● Collected data:
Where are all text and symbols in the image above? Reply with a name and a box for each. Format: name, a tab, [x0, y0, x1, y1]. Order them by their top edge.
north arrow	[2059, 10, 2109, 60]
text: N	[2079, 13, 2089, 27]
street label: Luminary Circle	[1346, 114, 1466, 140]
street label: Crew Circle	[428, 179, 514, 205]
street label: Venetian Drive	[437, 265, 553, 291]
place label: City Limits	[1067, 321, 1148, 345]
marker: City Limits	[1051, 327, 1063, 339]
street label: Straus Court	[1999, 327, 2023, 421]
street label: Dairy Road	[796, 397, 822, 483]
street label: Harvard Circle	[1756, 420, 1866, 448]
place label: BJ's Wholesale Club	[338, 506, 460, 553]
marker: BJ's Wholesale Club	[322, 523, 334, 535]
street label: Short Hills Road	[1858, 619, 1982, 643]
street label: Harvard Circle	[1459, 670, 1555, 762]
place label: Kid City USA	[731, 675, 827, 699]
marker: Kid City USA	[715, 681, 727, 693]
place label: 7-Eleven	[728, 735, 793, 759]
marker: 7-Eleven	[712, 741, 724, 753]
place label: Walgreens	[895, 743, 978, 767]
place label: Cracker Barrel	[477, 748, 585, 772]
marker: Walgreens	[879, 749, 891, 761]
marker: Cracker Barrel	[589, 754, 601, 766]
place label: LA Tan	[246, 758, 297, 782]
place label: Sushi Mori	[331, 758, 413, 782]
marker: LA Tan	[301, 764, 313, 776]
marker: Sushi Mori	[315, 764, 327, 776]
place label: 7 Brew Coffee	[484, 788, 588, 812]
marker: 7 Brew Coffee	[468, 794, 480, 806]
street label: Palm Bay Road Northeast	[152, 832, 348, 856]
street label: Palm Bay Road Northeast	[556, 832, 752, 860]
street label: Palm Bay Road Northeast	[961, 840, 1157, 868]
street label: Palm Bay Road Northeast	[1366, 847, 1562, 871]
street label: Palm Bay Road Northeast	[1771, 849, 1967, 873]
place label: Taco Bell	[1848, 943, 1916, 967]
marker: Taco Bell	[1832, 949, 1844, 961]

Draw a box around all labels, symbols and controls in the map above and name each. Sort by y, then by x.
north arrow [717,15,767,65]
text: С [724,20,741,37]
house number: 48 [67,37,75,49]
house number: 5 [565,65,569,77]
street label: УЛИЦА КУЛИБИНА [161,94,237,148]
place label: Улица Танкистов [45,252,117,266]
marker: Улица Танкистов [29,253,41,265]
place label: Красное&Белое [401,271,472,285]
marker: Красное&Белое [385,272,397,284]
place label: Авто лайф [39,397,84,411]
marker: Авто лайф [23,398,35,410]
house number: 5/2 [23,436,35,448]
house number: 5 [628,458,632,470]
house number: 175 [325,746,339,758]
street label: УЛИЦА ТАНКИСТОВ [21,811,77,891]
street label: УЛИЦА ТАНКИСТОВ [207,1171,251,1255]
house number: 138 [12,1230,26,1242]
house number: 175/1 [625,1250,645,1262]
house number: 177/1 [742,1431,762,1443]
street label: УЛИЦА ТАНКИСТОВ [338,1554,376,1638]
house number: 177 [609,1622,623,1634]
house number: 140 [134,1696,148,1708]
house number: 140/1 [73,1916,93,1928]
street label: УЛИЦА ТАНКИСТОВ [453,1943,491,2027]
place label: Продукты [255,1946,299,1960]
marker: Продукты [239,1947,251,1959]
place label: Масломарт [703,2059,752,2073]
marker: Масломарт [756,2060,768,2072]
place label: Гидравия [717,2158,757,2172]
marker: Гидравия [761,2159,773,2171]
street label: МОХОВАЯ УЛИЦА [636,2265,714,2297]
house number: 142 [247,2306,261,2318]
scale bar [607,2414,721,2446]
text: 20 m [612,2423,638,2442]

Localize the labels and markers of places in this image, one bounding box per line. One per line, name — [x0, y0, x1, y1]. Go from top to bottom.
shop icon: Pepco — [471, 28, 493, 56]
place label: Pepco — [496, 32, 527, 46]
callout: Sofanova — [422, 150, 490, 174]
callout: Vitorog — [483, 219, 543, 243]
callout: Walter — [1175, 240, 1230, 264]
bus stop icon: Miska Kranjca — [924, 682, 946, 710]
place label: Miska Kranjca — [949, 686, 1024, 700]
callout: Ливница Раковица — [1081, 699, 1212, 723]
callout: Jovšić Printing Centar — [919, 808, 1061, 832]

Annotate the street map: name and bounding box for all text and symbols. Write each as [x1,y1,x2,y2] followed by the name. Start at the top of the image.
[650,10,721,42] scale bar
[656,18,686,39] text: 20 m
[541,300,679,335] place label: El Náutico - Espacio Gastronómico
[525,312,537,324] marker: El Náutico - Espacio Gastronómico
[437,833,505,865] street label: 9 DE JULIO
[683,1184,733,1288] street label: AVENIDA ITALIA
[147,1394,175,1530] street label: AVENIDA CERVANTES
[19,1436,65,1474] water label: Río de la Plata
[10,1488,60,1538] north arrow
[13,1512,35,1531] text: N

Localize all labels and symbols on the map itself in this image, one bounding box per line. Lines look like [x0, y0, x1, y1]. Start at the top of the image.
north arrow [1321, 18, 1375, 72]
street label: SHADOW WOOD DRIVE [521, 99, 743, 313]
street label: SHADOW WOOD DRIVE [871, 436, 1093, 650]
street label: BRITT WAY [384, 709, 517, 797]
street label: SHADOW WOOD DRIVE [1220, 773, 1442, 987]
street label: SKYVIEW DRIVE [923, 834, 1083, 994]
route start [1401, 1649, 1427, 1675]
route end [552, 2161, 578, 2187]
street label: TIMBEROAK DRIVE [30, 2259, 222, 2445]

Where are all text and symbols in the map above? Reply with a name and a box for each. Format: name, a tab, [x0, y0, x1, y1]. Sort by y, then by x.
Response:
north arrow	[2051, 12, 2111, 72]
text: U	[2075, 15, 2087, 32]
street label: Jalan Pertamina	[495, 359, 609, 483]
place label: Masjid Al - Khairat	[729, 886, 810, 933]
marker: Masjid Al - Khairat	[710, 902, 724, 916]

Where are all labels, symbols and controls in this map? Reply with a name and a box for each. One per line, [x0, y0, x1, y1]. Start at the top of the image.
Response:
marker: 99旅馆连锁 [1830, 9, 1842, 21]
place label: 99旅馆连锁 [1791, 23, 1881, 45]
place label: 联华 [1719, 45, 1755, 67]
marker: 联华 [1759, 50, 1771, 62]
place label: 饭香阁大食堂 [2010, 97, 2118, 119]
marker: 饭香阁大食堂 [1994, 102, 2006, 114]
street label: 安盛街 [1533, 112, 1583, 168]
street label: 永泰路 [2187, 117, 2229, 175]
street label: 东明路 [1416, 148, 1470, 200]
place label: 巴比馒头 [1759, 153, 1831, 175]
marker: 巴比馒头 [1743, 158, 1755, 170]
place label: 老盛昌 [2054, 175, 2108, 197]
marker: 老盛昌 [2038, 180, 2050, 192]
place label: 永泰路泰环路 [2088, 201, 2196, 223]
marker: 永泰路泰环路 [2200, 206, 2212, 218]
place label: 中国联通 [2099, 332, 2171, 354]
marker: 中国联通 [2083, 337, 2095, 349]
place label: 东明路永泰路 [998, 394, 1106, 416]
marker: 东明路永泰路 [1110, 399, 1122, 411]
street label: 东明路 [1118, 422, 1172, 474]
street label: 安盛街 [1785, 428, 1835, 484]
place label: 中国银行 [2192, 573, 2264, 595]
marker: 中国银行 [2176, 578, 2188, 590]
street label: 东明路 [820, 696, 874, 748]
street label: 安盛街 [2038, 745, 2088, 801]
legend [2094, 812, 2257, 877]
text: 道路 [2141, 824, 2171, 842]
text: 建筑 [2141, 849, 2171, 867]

● WHAT IS NEEDED: An exact copy of every record above is needed. Write it out word for word.

● RESULT OF THIS TASK:
Where are all text and symbols in the image above? Reply with a name and a box for each. Format: name, a tab, [x0, y0, x1, y1]. Order them by their top edge.
north arrow	[2059, 10, 2109, 60]
text: N	[2079, 13, 2089, 27]
street label: Luminary Circle	[1346, 114, 1466, 140]
street label: Crew Circle	[428, 179, 514, 205]
street label: Venetian Drive	[437, 265, 553, 291]
place label: City Limits	[1067, 321, 1148, 345]
marker: City Limits	[1051, 327, 1063, 339]
street label: Straus Court	[1999, 327, 2023, 421]
street label: Dairy Road	[796, 397, 822, 483]
street label: Harvard Circle	[1756, 420, 1866, 448]
place label: BJ's Wholesale Club	[338, 506, 460, 553]
marker: BJ's Wholesale Club	[322, 523, 334, 535]
street label: Short Hills Road	[1858, 619, 1982, 643]
street label: Harvard Circle	[1459, 670, 1555, 762]
place label: Kid City USA	[731, 675, 827, 699]
marker: Kid City USA	[715, 681, 727, 693]
place label: 7-Eleven	[728, 735, 793, 759]
marker: 7-Eleven	[712, 741, 724, 753]
place label: Walgreens	[895, 743, 978, 767]
place label: Cracker Barrel	[477, 748, 585, 772]
marker: Walgreens	[879, 749, 891, 761]
marker: Cracker Barrel	[589, 754, 601, 766]
place label: LA Tan	[246, 758, 297, 782]
place label: Sushi Mori	[331, 758, 413, 782]
marker: LA Tan	[301, 764, 313, 776]
marker: Sushi Mori	[315, 764, 327, 776]
place label: 7 Brew Coffee	[484, 788, 588, 812]
marker: 7 Brew Coffee	[468, 794, 480, 806]
street label: Palm Bay Road Northeast	[152, 832, 348, 856]
street label: Palm Bay Road Northeast	[556, 832, 752, 860]
street label: Palm Bay Road Northeast	[961, 840, 1157, 868]
street label: Palm Bay Road Northeast	[1366, 847, 1562, 871]
street label: Palm Bay Road Northeast	[1771, 849, 1967, 873]
place label: Taco Bell	[1848, 943, 1916, 967]
marker: Taco Bell	[1832, 949, 1844, 961]

Draw a box around all labels, symbols and controls in the map above and name each. Sort by y, then by x.
north arrow [717,15,767,65]
text: С [724,20,741,37]
house number: 48 [67,37,75,49]
house number: 5 [565,65,569,77]
street label: УЛИЦА КУЛИБИНА [161,94,237,148]
place label: Улица Танкистов [45,252,117,266]
marker: Улица Танкистов [29,253,41,265]
place label: Красное&Белое [401,271,472,285]
marker: Красное&Белое [385,272,397,284]
place label: Авто лайф [39,397,84,411]
marker: Авто лайф [23,398,35,410]
house number: 5/2 [23,436,35,448]
house number: 5 [628,458,632,470]
house number: 175 [325,746,339,758]
street label: УЛИЦА ТАНКИСТОВ [21,811,77,891]
street label: УЛИЦА ТАНКИСТОВ [207,1171,251,1255]
house number: 138 [12,1230,26,1242]
house number: 175/1 [625,1250,645,1262]
house number: 177/1 [742,1431,762,1443]
street label: УЛИЦА ТАНКИСТОВ [338,1554,376,1638]
house number: 177 [609,1622,623,1634]
house number: 140 [134,1696,148,1708]
house number: 140/1 [73,1916,93,1928]
street label: УЛИЦА ТАНКИСТОВ [453,1943,491,2027]
place label: Продукты [255,1946,299,1960]
marker: Продукты [239,1947,251,1959]
place label: Масломарт [703,2059,752,2073]
marker: Масломарт [756,2060,768,2072]
place label: Гидравия [717,2158,757,2172]
marker: Гидравия [761,2159,773,2171]
street label: МОХОВАЯ УЛИЦА [636,2265,714,2297]
house number: 142 [247,2306,261,2318]
scale bar [607,2414,721,2446]
text: 20 m [612,2423,638,2442]

Localize the labels and markers of places in this image, one bounding box per line. One per line, name — [x0, y0, x1, y1]. Go from top to bottom.
shop icon: Pepco — [471, 28, 493, 56]
place label: Pepco — [496, 32, 527, 46]
callout: Sofanova — [422, 150, 490, 174]
callout: Vitorog — [483, 219, 543, 243]
callout: Walter — [1175, 240, 1230, 264]
bus stop icon: Miska Kranjca — [924, 682, 946, 710]
place label: Miska Kranjca — [949, 686, 1024, 700]
callout: Ливница Раковица — [1081, 699, 1212, 723]
callout: Jovšić Printing Centar — [919, 808, 1061, 832]

Annotate the street map: name and bounding box for all text and symbols. Write each as [x1,y1,x2,y2] followed by the name. Start at the top of the image.
[650,10,721,42] scale bar
[656,18,686,39] text: 20 m
[541,300,679,335] place label: El Náutico - Espacio Gastronómico
[525,312,537,324] marker: El Náutico - Espacio Gastronómico
[437,833,505,865] street label: 9 DE JULIO
[683,1184,733,1288] street label: AVENIDA ITALIA
[147,1394,175,1530] street label: AVENIDA CERVANTES
[19,1436,65,1474] water label: Río de la Plata
[10,1488,60,1538] north arrow
[13,1512,35,1531] text: N

Localize all labels and symbols on the map itself in this image, one bounding box per line. Lines look like [x0, y0, x1, y1]. Start at the top of the image.
north arrow [1321, 18, 1375, 72]
street label: SHADOW WOOD DRIVE [521, 99, 743, 313]
street label: SHADOW WOOD DRIVE [871, 436, 1093, 650]
street label: BRITT WAY [384, 709, 517, 797]
street label: SHADOW WOOD DRIVE [1220, 773, 1442, 987]
street label: SKYVIEW DRIVE [923, 834, 1083, 994]
route start [1401, 1649, 1427, 1675]
route end [552, 2161, 578, 2187]
street label: TIMBEROAK DRIVE [30, 2259, 222, 2445]

Where are all text and symbols in the map above? Reply with a name and a box for each. Format: name, a tab, [x0, y0, x1, y1]. Sort by y, then by x.
Response:
north arrow	[2051, 12, 2111, 72]
text: U	[2075, 15, 2087, 32]
street label: Jalan Pertamina	[495, 359, 609, 483]
place label: Masjid Al - Khairat	[729, 886, 810, 933]
marker: Masjid Al - Khairat	[710, 902, 724, 916]

Where are all labels, symbols and controls in this map? Reply with a name and a box for each. One per line, [x0, y0, x1, y1]. Start at the top of the image.
Response:
marker: 99旅馆连锁 [1830, 9, 1842, 21]
place label: 99旅馆连锁 [1791, 23, 1881, 45]
place label: 联华 [1719, 45, 1755, 67]
marker: 联华 [1759, 50, 1771, 62]
place label: 饭香阁大食堂 [2010, 97, 2118, 119]
marker: 饭香阁大食堂 [1994, 102, 2006, 114]
street label: 安盛街 [1533, 112, 1583, 168]
street label: 永泰路 [2187, 117, 2229, 175]
street label: 东明路 [1416, 148, 1470, 200]
place label: 巴比馒头 [1759, 153, 1831, 175]
marker: 巴比馒头 [1743, 158, 1755, 170]
place label: 老盛昌 [2054, 175, 2108, 197]
marker: 老盛昌 [2038, 180, 2050, 192]
place label: 永泰路泰环路 [2088, 201, 2196, 223]
marker: 永泰路泰环路 [2200, 206, 2212, 218]
place label: 中国联通 [2099, 332, 2171, 354]
marker: 中国联通 [2083, 337, 2095, 349]
place label: 东明路永泰路 [998, 394, 1106, 416]
marker: 东明路永泰路 [1110, 399, 1122, 411]
street label: 东明路 [1118, 422, 1172, 474]
street label: 安盛街 [1785, 428, 1835, 484]
place label: 中国银行 [2192, 573, 2264, 595]
marker: 中国银行 [2176, 578, 2188, 590]
street label: 东明路 [820, 696, 874, 748]
street label: 安盛街 [2038, 745, 2088, 801]
legend [2094, 812, 2257, 877]
text: 道路 [2141, 824, 2171, 842]
text: 建筑 [2141, 849, 2171, 867]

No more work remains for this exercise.